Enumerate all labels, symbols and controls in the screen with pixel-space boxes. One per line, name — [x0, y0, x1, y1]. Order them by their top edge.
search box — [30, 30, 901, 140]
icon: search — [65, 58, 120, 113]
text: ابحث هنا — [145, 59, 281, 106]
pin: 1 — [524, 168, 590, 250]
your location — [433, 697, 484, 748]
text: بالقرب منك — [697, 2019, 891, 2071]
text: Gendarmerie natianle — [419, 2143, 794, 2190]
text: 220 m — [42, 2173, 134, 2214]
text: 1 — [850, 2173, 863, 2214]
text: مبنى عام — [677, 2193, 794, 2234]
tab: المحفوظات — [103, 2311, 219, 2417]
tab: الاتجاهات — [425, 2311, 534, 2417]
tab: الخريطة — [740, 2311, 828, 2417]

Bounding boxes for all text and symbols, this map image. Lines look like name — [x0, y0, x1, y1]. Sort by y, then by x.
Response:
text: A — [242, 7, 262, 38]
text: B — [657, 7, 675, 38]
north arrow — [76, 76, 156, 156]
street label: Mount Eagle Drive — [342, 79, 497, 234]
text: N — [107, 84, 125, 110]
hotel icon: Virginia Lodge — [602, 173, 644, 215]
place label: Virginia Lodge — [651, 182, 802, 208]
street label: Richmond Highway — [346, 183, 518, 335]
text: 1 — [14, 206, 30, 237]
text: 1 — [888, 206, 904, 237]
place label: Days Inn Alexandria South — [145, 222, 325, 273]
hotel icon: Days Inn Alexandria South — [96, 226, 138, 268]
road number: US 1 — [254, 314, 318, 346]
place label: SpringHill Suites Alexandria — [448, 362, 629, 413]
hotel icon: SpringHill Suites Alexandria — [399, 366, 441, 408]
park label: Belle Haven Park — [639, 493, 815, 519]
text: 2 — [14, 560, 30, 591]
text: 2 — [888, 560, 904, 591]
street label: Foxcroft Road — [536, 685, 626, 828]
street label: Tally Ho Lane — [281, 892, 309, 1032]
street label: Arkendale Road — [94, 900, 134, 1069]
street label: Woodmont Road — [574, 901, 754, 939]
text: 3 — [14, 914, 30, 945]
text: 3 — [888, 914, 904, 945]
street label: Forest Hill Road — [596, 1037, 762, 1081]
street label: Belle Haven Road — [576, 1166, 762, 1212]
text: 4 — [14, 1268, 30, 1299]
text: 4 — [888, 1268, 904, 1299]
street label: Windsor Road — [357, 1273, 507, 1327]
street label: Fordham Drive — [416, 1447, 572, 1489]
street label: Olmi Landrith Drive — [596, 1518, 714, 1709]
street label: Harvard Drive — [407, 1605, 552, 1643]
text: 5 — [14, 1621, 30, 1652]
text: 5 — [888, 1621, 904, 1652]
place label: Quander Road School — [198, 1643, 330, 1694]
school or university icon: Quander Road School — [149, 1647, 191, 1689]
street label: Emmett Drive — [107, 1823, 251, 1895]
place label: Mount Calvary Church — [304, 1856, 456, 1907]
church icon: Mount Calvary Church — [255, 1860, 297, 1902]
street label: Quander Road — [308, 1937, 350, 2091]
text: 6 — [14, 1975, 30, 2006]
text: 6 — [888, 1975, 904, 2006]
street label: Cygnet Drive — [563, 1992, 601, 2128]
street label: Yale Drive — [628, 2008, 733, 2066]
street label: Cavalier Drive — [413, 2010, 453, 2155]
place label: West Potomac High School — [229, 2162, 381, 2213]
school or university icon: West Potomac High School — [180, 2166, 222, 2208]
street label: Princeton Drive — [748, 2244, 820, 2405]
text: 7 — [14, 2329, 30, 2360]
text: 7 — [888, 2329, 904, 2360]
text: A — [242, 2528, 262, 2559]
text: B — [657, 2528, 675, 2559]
•••••
Your goal: Some lines above hold the word "Calvary". Copy all of them.

Final answer:
place label: Mount Calvary Church — [304, 1856, 456, 1907]
church icon: Mount Calvary Church — [255, 1860, 297, 1902]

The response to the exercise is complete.